Segment Start: DATASET

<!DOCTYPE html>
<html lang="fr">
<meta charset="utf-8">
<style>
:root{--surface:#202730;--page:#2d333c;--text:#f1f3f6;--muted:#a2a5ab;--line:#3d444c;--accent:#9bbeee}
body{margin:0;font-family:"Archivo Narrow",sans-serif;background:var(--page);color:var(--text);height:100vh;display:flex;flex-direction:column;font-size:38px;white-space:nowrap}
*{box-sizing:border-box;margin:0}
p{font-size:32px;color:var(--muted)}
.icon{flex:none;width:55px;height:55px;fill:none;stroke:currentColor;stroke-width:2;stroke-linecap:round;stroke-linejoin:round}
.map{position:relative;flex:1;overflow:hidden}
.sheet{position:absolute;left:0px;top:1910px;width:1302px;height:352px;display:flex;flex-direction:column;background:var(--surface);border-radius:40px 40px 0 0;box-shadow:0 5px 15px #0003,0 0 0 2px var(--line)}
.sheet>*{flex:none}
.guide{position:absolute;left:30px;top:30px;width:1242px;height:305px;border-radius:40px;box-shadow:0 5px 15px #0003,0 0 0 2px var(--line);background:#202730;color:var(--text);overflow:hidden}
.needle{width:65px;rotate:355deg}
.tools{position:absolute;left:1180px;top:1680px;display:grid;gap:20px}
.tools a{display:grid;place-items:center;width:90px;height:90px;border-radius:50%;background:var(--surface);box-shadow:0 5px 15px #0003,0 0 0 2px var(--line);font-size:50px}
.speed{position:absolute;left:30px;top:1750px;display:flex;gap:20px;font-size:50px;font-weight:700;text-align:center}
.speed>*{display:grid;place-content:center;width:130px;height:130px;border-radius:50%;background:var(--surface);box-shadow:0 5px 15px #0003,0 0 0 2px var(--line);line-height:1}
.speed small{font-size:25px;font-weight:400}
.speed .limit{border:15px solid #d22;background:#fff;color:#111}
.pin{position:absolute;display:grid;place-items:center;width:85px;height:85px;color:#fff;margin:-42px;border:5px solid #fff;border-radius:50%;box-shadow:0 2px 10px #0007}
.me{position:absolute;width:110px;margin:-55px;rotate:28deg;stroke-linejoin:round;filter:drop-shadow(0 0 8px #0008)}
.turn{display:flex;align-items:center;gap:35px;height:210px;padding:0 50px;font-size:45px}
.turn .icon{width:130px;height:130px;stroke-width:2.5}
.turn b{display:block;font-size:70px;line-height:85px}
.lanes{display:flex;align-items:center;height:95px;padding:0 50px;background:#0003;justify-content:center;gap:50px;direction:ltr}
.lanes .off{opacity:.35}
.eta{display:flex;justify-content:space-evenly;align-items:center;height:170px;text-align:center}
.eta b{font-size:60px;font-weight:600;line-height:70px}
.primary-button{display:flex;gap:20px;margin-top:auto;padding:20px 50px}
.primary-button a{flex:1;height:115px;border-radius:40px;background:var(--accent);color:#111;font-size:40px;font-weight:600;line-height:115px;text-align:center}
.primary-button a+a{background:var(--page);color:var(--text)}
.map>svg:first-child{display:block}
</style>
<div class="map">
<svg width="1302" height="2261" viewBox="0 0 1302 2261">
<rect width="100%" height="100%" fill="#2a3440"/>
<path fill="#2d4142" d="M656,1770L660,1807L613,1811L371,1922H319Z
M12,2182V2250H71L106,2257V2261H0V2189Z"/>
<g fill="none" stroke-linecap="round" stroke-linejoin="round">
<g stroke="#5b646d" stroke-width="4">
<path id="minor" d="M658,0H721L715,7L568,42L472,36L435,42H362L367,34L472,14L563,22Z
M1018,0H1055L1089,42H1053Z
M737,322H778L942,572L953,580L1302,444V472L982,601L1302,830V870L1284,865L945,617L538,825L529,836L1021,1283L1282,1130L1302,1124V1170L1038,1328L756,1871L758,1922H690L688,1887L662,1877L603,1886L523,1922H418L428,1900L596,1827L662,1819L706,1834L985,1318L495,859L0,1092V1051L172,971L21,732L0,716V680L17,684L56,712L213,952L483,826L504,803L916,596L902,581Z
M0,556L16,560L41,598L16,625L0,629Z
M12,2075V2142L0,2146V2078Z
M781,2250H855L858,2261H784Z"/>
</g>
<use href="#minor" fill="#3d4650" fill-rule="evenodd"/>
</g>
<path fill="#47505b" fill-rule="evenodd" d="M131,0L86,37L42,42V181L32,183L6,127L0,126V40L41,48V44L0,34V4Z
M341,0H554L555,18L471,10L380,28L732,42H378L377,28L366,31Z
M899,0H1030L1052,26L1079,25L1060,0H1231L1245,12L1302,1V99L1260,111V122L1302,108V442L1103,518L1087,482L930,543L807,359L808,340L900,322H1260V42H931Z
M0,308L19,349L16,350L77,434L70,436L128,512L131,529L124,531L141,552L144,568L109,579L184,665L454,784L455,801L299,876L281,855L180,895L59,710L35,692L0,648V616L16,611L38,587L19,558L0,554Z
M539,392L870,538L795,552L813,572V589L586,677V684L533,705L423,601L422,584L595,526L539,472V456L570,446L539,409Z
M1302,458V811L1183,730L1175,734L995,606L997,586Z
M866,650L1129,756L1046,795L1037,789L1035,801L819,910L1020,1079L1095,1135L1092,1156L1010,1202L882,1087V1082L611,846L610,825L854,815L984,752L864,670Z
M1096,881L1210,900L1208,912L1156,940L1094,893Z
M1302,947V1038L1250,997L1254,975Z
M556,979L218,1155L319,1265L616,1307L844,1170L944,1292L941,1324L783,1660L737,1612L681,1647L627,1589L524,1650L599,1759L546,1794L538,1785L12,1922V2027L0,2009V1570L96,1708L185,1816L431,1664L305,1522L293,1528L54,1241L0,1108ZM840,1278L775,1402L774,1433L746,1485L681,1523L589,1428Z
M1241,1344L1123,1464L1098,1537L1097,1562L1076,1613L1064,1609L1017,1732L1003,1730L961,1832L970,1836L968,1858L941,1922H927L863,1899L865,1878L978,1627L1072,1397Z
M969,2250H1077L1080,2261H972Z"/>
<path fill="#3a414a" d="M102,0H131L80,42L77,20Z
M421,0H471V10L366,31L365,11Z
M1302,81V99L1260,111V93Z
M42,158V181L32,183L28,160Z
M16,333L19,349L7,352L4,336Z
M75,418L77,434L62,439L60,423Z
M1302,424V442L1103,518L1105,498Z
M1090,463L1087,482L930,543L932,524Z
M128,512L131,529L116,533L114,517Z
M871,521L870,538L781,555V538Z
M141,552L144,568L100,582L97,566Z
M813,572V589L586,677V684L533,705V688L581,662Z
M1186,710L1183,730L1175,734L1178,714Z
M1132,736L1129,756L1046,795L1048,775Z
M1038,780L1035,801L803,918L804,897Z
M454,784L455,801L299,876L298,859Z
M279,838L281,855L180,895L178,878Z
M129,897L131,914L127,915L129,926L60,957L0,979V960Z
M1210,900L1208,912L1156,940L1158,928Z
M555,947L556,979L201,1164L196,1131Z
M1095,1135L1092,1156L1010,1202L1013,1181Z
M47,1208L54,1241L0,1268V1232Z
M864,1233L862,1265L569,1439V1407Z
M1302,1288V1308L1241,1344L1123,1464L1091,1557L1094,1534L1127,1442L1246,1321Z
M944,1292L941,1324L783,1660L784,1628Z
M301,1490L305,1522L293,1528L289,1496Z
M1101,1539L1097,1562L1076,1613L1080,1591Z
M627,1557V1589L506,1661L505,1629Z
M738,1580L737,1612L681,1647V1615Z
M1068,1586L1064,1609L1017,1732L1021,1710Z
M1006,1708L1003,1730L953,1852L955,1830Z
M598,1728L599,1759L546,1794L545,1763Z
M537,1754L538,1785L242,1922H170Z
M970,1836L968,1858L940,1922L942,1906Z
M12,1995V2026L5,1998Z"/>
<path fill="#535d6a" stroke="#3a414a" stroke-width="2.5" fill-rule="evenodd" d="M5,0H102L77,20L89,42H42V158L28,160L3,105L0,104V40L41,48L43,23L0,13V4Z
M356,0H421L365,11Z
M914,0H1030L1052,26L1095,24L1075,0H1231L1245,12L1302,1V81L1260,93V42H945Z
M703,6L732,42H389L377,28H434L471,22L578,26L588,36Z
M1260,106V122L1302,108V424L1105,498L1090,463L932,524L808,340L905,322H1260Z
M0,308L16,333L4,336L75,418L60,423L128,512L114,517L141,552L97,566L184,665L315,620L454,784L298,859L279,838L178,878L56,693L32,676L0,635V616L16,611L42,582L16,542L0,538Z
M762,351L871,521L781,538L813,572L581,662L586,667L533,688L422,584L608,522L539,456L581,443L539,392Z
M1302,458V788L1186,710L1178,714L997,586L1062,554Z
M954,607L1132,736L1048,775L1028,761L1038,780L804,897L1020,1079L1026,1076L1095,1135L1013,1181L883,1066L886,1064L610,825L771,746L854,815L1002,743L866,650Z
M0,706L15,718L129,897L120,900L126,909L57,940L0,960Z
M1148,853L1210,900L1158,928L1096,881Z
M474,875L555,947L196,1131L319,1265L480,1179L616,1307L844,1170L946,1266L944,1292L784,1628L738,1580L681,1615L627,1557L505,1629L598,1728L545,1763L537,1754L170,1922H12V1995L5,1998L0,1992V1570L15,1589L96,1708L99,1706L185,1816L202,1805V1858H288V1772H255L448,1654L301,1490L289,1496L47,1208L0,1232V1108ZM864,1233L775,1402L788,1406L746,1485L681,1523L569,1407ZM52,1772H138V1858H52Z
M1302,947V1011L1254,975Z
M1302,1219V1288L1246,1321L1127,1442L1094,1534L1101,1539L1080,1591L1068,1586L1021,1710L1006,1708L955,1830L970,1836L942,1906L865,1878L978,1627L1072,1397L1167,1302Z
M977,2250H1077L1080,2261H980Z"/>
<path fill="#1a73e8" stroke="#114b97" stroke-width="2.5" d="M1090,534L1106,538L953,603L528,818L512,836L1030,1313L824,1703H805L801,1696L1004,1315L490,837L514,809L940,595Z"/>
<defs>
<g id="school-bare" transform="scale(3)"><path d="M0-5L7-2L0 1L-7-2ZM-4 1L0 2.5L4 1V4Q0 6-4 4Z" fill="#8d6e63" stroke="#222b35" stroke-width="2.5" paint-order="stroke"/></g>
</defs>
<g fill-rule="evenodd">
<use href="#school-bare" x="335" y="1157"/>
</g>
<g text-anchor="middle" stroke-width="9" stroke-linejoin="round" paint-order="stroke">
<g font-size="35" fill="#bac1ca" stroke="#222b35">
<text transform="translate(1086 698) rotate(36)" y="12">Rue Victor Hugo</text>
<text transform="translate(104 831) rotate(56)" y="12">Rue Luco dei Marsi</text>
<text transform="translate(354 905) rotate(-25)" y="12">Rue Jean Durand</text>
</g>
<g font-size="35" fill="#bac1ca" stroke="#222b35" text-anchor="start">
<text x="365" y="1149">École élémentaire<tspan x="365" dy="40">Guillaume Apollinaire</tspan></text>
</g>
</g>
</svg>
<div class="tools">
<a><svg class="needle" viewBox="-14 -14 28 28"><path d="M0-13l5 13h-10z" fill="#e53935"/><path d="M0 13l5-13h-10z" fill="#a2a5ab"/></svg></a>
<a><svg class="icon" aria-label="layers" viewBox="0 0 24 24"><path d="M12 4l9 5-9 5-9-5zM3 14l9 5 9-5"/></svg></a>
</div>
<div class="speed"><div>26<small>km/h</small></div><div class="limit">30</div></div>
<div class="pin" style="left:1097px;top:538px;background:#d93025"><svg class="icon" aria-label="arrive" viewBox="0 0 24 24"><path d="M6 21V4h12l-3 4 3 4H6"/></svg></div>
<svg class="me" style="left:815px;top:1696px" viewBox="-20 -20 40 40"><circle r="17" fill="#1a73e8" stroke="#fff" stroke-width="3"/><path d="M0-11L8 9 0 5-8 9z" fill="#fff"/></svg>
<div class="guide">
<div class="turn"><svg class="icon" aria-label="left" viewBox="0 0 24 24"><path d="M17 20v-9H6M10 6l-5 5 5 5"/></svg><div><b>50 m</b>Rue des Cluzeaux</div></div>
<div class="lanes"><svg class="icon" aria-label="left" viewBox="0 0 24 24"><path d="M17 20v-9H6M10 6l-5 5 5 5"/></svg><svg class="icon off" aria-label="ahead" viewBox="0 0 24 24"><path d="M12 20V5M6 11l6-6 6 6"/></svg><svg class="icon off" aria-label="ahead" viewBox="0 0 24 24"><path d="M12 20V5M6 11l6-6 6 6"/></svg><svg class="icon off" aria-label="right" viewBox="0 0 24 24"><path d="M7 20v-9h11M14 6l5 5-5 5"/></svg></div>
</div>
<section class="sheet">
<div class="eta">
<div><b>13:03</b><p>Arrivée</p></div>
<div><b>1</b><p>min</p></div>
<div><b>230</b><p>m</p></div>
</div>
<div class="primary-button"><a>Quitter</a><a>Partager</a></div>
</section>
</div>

Segment End: DATASET

**WHAT NEEDS TO BE DONE:** Scan the material line by line and report each one that contains "solid".

**TASK RESULT:**
.speed .limit{border:15px solid #d22;background:#fff;color:#111}
.pin{position:absolute;display:grid;place-items:center;width:85px;height:85px;color:#fff;margin:-42px;border:5px solid #fff;border-radius:50%;box-shadow:0 2px 10px #0007}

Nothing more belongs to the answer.